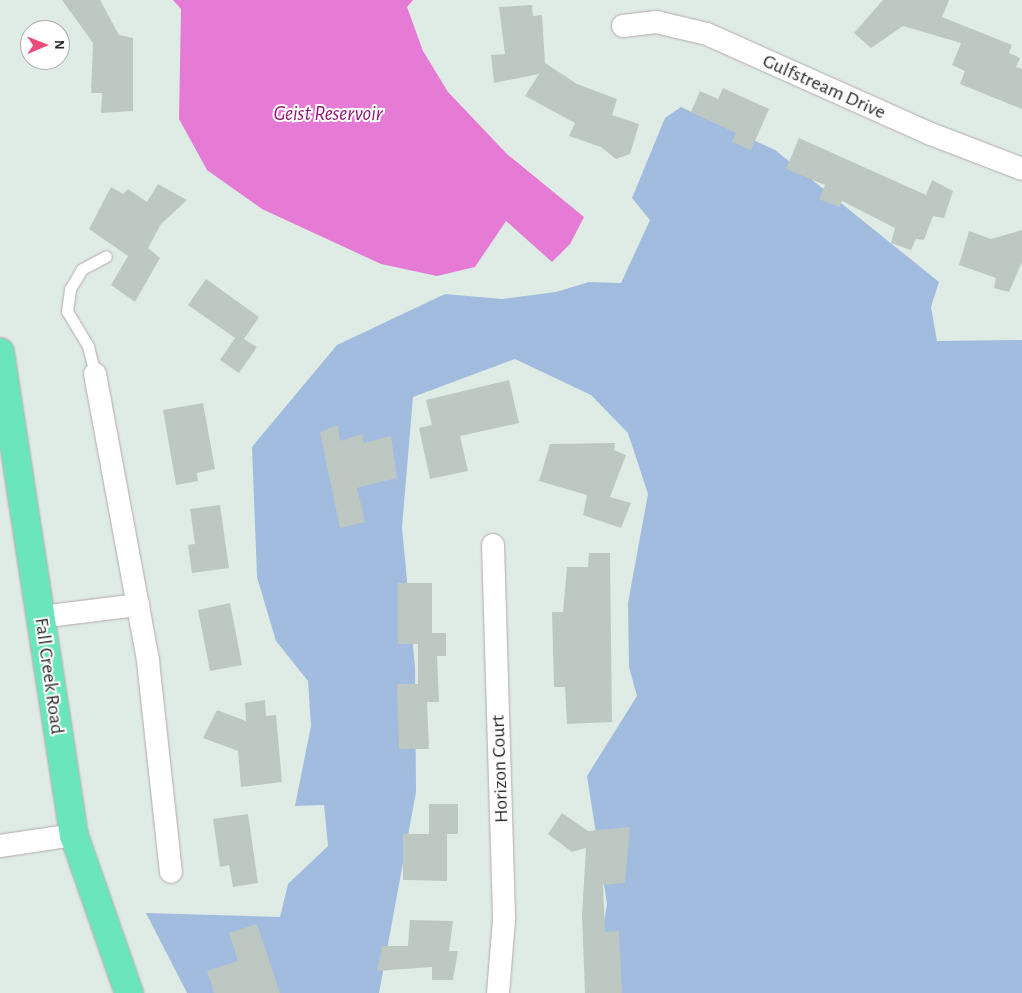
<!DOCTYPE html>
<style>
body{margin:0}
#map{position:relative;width:1022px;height:993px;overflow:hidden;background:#dfece5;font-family:"Alegreya Sans",sans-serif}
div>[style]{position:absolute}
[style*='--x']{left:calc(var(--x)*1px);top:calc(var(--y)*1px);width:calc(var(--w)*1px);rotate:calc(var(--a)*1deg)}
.green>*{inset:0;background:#a1bcde}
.water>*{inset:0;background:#e57bd4}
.building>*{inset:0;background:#bec8c2}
.roads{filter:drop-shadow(0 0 1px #b3a9ac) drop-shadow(0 0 1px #b3a9ac)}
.service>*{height:11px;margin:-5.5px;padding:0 5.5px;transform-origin:5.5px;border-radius:5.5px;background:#fff}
.minor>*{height:22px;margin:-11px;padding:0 11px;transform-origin:11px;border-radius:11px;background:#fff}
.primary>*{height:28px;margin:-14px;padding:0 14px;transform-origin:14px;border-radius:14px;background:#6be5bb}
span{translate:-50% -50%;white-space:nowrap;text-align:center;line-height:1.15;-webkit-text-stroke:4px #fff;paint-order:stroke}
.street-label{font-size:20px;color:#2c2c2c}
.water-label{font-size:21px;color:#921976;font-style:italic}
.north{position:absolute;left:20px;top:20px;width:50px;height:50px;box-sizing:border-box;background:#fff;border:1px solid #ababab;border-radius:50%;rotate:89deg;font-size:14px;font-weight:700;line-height:20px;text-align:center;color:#2c2c2c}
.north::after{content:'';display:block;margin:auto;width:18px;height:22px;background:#eb4d7c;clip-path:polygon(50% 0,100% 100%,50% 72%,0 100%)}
</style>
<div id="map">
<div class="green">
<div style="clip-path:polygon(681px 107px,775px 150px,939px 282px,931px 307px,937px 341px,1022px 340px,1022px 993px,591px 993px,607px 904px,587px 776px,637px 696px,629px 667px,628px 603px,648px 494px,628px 433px,591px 395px,515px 359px,413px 397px,402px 527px,415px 667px,416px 792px,379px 993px,187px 993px,146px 913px,280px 917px,288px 884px,328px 846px,324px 805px,295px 806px,311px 726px,308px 681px,276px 641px,257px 577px,252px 447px,337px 345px,445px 294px,502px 299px,556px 292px,589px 282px,621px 283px,650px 220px,632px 198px,665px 118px)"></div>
</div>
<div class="water">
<div style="clip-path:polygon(173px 0,413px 0,407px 7px,423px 51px,448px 92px,507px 154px,584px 217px,570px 244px,552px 262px,506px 221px,475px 267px,437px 276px,381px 264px,262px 209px,207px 170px,179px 119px,181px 9px)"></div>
</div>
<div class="building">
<div style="clip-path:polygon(62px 0,100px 0,119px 35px,133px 38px,133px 111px,101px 113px,102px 93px,91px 93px,93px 43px)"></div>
<div style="clip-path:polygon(883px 0,949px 0,942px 17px,1012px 45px,1009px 53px,1020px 58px,1016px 67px,1022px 69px,1022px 109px,960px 84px,965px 71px,952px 65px,961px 43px,903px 26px,871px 48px,854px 33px)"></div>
<div style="clip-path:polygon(532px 5px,533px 16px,542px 15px,545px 63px,577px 84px,617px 99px,612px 115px,639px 124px,630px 154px,616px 159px,601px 147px,569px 136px,575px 123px,525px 96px,539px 74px,494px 83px,491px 55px,505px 54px,499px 7px)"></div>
<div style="clip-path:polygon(723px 88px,769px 109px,751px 150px,732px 142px,736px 133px,691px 112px,700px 91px,718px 99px)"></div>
<div style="clip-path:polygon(799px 138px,926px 195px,932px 180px,953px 191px,944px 218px,933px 216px,924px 240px,916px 239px,911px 250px,891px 243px,895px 228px,842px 201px,839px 207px,819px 199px,825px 185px,786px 169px)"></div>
<div style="clip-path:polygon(158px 184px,187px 200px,161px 224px,148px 248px,160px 258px,135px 302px,111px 285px,128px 256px,89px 229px,111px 187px,123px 194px,128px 189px,147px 202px)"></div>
<div style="clip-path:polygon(1022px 230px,1022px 262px,1009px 292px,994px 288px,996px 278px,959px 265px,969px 231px,991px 239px)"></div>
<div style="clip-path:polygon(206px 279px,259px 317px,244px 339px,257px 347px,239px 373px,220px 360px,235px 338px,188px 305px)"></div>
<div style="clip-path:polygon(509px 380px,519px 423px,460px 436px,468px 471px,430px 479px,419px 428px,432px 425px,426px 400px)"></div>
<div style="clip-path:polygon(203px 403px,215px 469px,197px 473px,198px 481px,176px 485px,163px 410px)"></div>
<div style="clip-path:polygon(338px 425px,340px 441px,362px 434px,364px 443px,391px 436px,397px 478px,357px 488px,365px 522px,340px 528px,320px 432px)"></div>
<div style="clip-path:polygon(615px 443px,614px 450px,626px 455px,610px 497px,631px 503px,621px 528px,583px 515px,587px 495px,539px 481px,550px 444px)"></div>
<div style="clip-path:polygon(220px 505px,229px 568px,192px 573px,188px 545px,195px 544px,190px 509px)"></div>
<div style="clip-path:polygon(589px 553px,610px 553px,612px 722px,567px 724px,565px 687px,554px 687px,552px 612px,563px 612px,567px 567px,588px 567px)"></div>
<div style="clip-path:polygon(398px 583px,432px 583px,432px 633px,446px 633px,446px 656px,437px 656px,439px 702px,427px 702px,429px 749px,399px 749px,397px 684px,418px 684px,418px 644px,398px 644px)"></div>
<div style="clip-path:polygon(230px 603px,242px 665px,210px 671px,198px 610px)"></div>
<div style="clip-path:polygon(265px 700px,266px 716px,276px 715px,282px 782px,241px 787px,238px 751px,203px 738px,217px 710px,246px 721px,245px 703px)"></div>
<div style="clip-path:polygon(429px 804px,458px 804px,458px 834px,447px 834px,447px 881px,403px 880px,403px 834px,429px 834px)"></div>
<div style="clip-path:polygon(562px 813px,588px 831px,630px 827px,625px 883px,603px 885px,605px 932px,619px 931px,622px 993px,585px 993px,582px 915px,586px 848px,572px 852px,548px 834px)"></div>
<div style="clip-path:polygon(248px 814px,258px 883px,233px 887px,229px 865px,220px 867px,213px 819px)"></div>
<div style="clip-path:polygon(410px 920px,453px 921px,449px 951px,458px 951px,453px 980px,432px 980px,432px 967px,377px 971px,382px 946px,408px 946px)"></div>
<div style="clip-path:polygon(257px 924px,280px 993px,214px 993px,207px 971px,238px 961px,229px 933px)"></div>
</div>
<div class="roads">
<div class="service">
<div style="--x:95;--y:374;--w:29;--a:-104"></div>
<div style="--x:88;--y:346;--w:41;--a:-121"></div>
<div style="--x:67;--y:311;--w:22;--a:-82"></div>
<div style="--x:70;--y:289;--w:23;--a:-59"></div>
<div style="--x:82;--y:269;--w:27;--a:-28"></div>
</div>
<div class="minor">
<div style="--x:623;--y:26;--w:33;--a:-7"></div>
<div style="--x:656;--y:22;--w:52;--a:13.2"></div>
<div style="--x:707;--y:34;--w:245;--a:24.1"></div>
<div style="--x:931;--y:134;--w:97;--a:21"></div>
<div style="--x:95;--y:374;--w:292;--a:79.5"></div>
<div style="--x:148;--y:661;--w:212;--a:83.8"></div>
<div style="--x:493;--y:545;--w:375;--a:88.3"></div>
<div style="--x:504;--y:920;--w:73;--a:94.7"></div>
<div style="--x:40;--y:617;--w:99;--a:-7"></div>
<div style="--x:0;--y:846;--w:75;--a:-8.5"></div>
</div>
<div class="primary">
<div style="--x:0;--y:352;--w:489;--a:81.3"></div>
<div style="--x:74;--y:835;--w:167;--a:70.8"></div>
</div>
</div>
<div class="street-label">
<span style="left:824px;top:87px;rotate:24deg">Gulfstream Drive</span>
<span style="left:49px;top:676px;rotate:82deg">Fall Creek Road</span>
<span style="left:500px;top:769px;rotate:-92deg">Horizon Court</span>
</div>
<div class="water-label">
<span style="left:328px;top:114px">Geist Reservoir</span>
</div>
<div class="north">N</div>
</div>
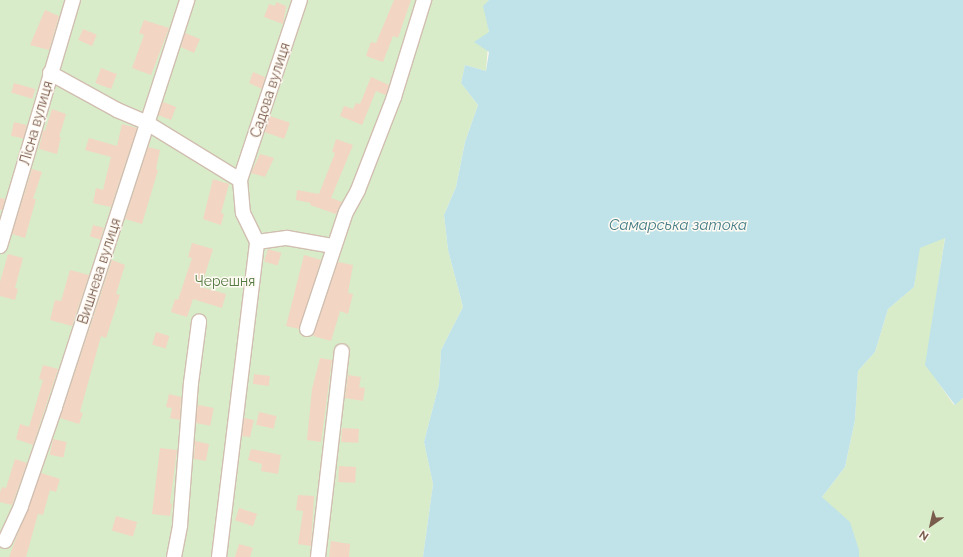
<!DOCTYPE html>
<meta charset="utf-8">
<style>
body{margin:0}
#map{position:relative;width:963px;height:557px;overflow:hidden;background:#fdf6ec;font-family:Raleway,sans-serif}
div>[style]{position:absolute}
.green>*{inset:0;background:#d8ecc9}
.water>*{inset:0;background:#bfe3e8}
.building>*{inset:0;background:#f3d5c3;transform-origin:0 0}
.roads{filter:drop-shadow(1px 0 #d1beb0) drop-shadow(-1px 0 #d1beb0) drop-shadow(0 1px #d1beb0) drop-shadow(0 -1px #d1beb0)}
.minor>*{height:14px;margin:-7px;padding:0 7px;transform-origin:7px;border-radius:7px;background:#fff}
span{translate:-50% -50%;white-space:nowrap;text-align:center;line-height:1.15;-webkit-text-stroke:3px #fffaf3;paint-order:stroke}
.street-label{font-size:14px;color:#7a5c4d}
.park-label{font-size:14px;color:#537a41}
.water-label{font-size:15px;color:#437c86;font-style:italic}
.north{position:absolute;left:911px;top:505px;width:40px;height:40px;-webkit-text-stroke:3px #fffaf3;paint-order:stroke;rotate:214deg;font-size:11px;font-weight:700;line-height:16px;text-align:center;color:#7a5c4d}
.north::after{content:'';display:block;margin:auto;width:14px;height:18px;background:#7a5c4d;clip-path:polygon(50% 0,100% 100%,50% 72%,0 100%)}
</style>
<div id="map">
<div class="green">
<i style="clip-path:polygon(0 0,489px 0,484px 6px,489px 32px,486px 71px,465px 65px,461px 83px,478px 105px,465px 142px,456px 187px,444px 215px,448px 250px,463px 307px,441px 350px,439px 384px,424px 442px,433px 484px,423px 557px,0 557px)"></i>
<i style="clip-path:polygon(945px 237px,926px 365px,954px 405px,963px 398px,963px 557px,859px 557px,859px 550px,822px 497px,845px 467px,855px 420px,858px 371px,875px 352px,888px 309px,914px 287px,919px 248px)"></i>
</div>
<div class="water">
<i style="clip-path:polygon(489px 0,963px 0,963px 398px,955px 405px,925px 365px,945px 238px,920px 248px,914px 287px,888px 309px,875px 352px,858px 371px,855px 420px,845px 467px,822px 497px,850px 522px,859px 550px,859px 557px,423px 557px,433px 484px,424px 442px,439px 384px,441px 350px,463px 307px,448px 250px,444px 215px,456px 187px,465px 142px,478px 105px,461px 83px,465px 65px,486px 71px,489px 52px,474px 42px,489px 32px,483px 6px)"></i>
</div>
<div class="building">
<i style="clip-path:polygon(394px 0,411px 0,398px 38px,393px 36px,383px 62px,366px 56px,371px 42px,376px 43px)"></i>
<i style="clip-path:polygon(276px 2px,286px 6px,283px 24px,264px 17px,269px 4px,275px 6px)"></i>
<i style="clip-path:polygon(45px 10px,59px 16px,49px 50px,30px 45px)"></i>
<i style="clip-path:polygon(144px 20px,169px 28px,151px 75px,132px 68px,144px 35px,139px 33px)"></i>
<i style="left:83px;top:29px;width:15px;height:12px;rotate:23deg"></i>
<i style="clip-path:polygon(185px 33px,200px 39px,194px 53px,181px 47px)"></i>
<i style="left:101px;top:68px;width:17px;height:16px;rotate:21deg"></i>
<i style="clip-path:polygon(253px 72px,265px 77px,262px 89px,249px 83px)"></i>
<i style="clip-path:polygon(371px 77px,389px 85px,386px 95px,376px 91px,362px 125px,340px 116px,344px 106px,353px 109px,356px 103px,360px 104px)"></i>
<i style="left:14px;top:83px;width:22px;height:10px;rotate:16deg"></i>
<i style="left:163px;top:102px;width:14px;height:14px;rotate:21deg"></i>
<i style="clip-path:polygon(52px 109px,66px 114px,59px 137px,61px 137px,57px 154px,39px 149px,43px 130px,45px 131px)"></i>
<i style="left:270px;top:116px;width:21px;height:17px;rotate:19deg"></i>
<i style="left:14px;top:122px;width:13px;height:14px;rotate:13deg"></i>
<i style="clip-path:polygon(122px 124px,137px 128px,111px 207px,93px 203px,96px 188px,103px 190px,111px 157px,85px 150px,89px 138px,117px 146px)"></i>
<i style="clip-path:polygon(336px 139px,353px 145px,331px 198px,342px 202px,336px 214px,310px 205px,311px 203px,296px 200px,297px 190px,319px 194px,335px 153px,332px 152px)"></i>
<i style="clip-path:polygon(148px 147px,160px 150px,156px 169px,158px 170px,142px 224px,125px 219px)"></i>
<i style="clip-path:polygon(260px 154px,274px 158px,265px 177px,251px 173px)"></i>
<i style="clip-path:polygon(32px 169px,42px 172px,33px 199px,36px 199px,25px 238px,12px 234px)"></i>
<i style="clip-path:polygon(213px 179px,229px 184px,221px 213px,224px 214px,221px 225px,203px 219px)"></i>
<i style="clip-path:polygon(0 198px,5px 199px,2px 210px,0 210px)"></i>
<i style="left:93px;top:225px;width:11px;height:12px;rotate:15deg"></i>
<i style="clip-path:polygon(192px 243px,213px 249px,201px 287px,226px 294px,222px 308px,193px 299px,187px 317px,171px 312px,175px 299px,178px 300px,192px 258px,188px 257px)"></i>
<i style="left:268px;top:249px;width:14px;height:13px;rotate:17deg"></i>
<i style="clip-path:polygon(8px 254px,23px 258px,15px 288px,18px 289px,15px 300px,0 296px,0 282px)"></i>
<i style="clip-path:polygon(304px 255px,321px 260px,299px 329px,286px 326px)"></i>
<i style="clip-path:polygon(112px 260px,125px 265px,116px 294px,120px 295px,106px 338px,101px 336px,80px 412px,83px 413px,79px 424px,60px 418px)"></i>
<i style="clip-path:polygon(338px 262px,353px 265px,348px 293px,353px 294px,348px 314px,340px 311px,331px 341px,313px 336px)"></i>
<i style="clip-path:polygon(70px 270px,89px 275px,72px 326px,50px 320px,55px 300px,61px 301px)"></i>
<i style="left:156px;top:332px;width:14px;height:13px;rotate:17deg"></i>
<i style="clip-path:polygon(320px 358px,332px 360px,321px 442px,307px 440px,312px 389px)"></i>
<i style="clip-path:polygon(43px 365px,58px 369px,33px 445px,16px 439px,20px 424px,29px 427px,43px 380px,39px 379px)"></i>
<i style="left:254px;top:374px;width:16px;height:10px;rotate:7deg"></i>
<i style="clip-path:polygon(348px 375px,361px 377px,359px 387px,365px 388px,363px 401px,345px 398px)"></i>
<i style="clip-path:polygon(169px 394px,181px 397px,180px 420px,170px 418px,172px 408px,166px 407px)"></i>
<i style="left:198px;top:405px;width:16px;height:18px;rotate:11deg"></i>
<i style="left:259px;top:412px;width:18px;height:13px;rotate:13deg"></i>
<i style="clip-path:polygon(244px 418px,254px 420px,250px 437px,242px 436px)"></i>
<i style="left:342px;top:428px;width:17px;height:14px;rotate:3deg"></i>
<i style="left:53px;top:439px;width:14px;height:16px;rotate:12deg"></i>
<i style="clip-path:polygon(195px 441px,209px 444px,206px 461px,194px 459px)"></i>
<i style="clip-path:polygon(160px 448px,177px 450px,170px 503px,172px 504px,170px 516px,152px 514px)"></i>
<i style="clip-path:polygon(251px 449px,281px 455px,278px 474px,261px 471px,262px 464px,248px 460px)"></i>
<i style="clip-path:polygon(15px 459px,27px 463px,12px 505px,0 502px,0 493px,2px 487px,6px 488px)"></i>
<i style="left:339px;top:466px;width:17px;height:16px;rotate:3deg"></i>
<i style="clip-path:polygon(41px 473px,60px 479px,56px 492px,50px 490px,43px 515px,38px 514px,26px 557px,9px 557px)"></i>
<i style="clip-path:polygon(298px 495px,314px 496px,311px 546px,298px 544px,303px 511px,296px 510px)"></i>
<i style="left:239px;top:508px;width:19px;height:13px;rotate:18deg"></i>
<i style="left:116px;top:516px;width:22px;height:15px;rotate:16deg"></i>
<i style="clip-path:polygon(331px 541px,350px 544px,349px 557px,329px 557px)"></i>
<i style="clip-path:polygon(239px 544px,253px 548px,250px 557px,235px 557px)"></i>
</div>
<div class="roads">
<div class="minor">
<i style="left:50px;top:73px;width:77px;rotate:28.9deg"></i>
<i style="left:117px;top:110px;width:33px;rotate:23deg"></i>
<i style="left:147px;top:123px;width:109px;rotate:31.5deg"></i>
<i style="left:240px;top:180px;width:33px;rotate:85deg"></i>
<i style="left:243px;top:213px;width:32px;rotate:64deg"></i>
<i style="left:257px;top:242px;width:30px;rotate:-8deg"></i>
<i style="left:287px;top:238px;width:47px;rotate:9.9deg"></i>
<i style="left:240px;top:180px;width:190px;rotate:-71.6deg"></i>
<i style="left:0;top:246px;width:257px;rotate:-73.5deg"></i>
<i style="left:307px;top:329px;width:123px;rotate:-71.6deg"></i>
<i style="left:346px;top:212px;width:25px;rotate:-61deg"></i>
<i style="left:358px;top:190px;width:100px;rotate:-68.8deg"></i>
<i style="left:394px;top:97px;width:102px;rotate:-72.8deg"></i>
<i style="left:5px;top:541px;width:38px;rotate:-65deg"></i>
<i style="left:21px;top:506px;width:105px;rotate:-71deg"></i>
<i style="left:55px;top:407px;width:428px;rotate:-72deg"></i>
<i style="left:174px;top:557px;width:33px;rotate:-79deg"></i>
<i style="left:180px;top:525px;width:142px;rotate:-85.6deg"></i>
<i style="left:191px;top:383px;width:62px;rotate:-82.5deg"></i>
<i style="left:219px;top:557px;width:317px;rotate:-83.1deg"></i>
<i style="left:318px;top:557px;width:207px;rotate:-83.4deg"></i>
</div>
</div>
<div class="street-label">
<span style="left:270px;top:90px;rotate:-72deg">Садова вулиця</span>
<span style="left:36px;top:123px;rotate:-74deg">Лісна вулиця</span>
<span style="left:99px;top:271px;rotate:-72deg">Вишнева вулиця</span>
</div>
<div class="park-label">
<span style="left:225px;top:281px">Черешня</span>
</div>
<div class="water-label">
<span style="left:678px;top:226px">Самарська затока</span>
</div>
<div class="north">N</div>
</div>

* **Problem**
A line belongs in the answer if it contains the word "overflow"; copy every such line from the data above.

* **Output below**
#map{position:relative;width:1022px;height:993px;overflow:hidden;background:#dfece5;font-family:"Alegreya Sans",sans-serif}
#map{position:relative;width:963px;height:557px;overflow:hidden;background:#fdf6ec;font-family:Raleway,sans-serif}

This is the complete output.